Your assignment | Every line in the entries that holds the word "linecap" counts toward the answer, which should be a single number.

Records drawn from a dataset |
----

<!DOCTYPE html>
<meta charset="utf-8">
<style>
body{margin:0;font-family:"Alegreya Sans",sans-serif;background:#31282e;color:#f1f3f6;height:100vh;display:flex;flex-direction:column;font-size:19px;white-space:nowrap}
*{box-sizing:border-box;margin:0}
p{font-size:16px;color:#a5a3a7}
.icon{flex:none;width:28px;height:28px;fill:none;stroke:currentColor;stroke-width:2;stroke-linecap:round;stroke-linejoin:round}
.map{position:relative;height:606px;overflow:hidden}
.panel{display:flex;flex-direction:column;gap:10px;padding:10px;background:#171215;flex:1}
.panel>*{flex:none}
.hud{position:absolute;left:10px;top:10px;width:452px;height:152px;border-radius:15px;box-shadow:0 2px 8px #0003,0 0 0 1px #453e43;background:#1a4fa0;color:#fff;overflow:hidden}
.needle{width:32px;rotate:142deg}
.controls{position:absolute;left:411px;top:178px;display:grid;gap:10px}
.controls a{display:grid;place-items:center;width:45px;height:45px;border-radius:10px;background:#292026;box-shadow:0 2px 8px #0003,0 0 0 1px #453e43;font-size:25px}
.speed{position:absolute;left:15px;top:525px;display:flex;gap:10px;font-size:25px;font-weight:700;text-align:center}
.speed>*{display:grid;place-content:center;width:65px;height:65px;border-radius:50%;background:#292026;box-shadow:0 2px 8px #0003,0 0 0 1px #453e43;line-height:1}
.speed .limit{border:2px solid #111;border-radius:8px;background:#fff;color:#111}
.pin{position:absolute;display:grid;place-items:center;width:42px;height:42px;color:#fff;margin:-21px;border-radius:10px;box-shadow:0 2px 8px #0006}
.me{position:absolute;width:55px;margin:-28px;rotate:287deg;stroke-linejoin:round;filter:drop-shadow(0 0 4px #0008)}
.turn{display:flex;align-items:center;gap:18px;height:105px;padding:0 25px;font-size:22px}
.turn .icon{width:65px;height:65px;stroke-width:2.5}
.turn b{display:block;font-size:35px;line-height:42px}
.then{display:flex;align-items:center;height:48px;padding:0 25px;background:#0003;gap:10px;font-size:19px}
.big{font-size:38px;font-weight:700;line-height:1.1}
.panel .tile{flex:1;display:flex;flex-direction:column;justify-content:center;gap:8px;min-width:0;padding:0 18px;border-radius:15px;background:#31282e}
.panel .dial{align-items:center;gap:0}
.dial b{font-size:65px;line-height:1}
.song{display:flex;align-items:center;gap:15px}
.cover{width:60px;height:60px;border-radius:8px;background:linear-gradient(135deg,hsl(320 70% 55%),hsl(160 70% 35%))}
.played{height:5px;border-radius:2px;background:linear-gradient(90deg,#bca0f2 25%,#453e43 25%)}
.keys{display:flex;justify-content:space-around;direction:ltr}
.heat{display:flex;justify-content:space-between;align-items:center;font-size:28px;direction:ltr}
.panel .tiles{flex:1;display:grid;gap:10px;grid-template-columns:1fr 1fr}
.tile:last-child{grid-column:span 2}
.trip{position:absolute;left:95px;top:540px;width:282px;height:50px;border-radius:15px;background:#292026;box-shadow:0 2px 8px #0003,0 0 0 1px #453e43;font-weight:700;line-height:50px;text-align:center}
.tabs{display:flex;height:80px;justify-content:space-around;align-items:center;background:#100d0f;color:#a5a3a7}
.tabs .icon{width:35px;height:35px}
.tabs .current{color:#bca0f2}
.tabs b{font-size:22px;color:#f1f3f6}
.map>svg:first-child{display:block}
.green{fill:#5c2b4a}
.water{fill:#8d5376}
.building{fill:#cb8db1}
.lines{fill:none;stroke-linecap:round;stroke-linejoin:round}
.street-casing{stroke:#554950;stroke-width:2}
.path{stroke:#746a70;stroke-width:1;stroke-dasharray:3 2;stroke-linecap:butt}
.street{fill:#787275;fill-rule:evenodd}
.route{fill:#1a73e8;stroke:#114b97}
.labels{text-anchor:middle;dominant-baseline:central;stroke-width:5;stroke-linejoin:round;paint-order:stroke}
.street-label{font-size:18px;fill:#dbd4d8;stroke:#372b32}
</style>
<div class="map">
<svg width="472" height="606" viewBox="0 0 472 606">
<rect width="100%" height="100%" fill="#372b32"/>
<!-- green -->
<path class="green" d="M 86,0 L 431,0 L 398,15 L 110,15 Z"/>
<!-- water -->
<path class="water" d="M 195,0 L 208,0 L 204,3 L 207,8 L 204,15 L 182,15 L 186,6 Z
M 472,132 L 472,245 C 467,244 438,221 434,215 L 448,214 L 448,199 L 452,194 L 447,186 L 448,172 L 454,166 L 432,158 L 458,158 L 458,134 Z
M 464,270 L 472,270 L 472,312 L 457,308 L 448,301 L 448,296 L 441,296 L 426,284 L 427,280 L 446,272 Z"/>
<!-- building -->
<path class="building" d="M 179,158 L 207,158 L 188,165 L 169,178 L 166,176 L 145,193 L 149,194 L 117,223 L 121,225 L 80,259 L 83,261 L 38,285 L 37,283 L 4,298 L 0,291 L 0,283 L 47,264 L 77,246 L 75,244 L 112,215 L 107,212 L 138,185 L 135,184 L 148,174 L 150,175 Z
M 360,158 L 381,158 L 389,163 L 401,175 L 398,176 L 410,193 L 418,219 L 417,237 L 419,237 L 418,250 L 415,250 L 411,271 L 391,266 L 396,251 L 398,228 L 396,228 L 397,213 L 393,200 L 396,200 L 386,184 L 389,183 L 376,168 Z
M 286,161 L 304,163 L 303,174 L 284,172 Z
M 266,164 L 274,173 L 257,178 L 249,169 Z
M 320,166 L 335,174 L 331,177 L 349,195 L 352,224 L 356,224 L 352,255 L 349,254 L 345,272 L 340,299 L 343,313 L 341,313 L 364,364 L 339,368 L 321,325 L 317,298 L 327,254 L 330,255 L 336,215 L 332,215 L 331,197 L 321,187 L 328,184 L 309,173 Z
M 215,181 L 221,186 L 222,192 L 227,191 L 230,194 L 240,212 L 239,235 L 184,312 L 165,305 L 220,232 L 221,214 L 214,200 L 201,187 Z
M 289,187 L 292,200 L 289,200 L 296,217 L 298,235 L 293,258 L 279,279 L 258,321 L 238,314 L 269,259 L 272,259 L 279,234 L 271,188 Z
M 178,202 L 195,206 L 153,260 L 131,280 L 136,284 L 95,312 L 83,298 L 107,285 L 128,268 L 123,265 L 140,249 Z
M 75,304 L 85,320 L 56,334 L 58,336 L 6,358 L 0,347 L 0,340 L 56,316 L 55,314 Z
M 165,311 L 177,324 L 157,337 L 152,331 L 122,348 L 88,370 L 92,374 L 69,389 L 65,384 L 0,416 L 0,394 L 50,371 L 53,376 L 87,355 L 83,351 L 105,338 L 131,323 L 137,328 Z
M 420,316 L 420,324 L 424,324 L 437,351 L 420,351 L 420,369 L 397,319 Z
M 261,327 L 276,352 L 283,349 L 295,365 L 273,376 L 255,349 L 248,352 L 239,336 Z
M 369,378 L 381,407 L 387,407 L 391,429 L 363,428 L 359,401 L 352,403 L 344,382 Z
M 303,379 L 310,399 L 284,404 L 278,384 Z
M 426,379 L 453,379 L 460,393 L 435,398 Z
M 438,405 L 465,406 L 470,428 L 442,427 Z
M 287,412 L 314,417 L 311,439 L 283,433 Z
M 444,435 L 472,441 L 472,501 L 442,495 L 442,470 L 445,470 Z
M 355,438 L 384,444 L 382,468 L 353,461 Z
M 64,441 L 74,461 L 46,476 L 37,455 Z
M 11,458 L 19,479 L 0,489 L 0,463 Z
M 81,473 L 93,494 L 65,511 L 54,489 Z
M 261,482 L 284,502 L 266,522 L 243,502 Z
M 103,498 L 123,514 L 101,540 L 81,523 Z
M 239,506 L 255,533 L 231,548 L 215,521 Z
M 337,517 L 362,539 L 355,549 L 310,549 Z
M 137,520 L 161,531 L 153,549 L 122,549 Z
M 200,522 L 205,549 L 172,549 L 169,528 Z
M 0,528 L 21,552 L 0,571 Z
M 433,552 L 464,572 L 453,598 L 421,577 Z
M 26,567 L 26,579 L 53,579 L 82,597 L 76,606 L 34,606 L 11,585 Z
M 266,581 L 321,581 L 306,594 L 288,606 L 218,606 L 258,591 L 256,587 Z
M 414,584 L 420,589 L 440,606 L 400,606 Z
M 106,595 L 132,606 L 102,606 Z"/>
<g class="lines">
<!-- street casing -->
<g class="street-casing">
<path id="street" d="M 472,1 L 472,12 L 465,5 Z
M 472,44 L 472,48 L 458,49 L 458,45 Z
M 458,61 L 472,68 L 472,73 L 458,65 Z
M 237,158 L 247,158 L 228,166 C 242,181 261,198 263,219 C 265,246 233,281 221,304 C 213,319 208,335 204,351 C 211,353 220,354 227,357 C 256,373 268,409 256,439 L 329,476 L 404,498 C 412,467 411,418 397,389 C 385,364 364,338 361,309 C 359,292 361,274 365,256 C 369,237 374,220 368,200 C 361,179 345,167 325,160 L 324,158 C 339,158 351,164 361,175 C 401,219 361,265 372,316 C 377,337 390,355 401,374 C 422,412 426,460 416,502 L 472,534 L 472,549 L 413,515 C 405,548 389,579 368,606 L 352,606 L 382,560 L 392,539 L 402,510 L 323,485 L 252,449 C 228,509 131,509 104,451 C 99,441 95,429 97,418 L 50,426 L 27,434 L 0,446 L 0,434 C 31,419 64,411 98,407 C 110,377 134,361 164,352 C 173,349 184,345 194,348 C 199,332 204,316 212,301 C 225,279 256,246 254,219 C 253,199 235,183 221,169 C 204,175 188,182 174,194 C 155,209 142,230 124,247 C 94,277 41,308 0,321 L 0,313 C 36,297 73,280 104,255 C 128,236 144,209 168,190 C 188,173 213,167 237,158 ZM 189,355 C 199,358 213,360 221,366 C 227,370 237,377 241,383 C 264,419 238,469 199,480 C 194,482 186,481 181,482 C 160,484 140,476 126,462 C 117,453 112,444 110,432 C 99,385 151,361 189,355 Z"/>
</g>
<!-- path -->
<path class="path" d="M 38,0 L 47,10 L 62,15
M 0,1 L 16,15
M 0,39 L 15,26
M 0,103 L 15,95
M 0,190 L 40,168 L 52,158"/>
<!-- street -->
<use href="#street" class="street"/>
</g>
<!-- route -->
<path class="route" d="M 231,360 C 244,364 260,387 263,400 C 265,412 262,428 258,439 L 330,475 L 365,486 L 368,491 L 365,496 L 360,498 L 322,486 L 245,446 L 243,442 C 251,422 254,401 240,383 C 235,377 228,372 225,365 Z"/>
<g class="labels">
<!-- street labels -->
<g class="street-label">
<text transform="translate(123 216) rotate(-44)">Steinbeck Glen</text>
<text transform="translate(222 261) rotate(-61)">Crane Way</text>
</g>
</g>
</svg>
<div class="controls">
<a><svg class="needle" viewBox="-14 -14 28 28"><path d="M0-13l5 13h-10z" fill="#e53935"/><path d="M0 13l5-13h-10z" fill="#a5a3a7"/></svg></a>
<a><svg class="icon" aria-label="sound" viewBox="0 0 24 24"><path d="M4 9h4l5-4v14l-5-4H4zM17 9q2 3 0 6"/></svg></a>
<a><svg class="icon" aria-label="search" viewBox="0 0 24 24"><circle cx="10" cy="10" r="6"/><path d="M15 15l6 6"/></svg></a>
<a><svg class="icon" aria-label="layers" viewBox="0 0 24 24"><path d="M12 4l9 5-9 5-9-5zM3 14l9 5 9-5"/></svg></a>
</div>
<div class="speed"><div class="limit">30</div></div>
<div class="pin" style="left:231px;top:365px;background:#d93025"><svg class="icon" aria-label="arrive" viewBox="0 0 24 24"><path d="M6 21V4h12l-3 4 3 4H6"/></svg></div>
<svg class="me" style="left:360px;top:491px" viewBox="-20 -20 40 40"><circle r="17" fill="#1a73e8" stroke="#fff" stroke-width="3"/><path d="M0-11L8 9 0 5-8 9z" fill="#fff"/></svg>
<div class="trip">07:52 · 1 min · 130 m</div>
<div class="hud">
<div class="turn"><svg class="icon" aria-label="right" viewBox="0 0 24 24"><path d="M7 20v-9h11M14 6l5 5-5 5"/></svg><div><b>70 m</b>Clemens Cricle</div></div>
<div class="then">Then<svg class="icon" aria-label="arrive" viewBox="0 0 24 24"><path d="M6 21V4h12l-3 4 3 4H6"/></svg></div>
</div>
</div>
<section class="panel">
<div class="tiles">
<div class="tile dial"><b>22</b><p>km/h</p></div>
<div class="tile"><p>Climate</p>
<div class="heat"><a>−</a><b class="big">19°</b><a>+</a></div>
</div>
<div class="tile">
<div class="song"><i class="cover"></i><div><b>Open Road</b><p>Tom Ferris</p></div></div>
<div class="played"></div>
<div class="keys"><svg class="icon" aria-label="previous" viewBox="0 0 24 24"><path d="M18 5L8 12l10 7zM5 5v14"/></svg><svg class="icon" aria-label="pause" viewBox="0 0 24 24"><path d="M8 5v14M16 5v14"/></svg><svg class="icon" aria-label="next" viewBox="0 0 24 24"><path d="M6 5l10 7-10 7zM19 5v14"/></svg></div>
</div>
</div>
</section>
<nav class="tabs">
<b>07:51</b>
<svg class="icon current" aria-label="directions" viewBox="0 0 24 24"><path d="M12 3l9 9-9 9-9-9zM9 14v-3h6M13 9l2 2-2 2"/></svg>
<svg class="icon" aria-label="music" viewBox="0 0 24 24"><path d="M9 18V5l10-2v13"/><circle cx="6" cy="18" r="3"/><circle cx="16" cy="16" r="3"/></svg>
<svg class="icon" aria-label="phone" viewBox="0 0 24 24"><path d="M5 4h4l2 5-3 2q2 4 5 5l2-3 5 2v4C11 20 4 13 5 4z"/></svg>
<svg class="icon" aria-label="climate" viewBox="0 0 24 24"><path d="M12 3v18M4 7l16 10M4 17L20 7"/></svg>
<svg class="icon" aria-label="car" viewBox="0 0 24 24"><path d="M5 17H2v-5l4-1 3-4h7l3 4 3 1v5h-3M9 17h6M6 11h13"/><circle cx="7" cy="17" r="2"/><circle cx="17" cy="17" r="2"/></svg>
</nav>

----

Answer below | 3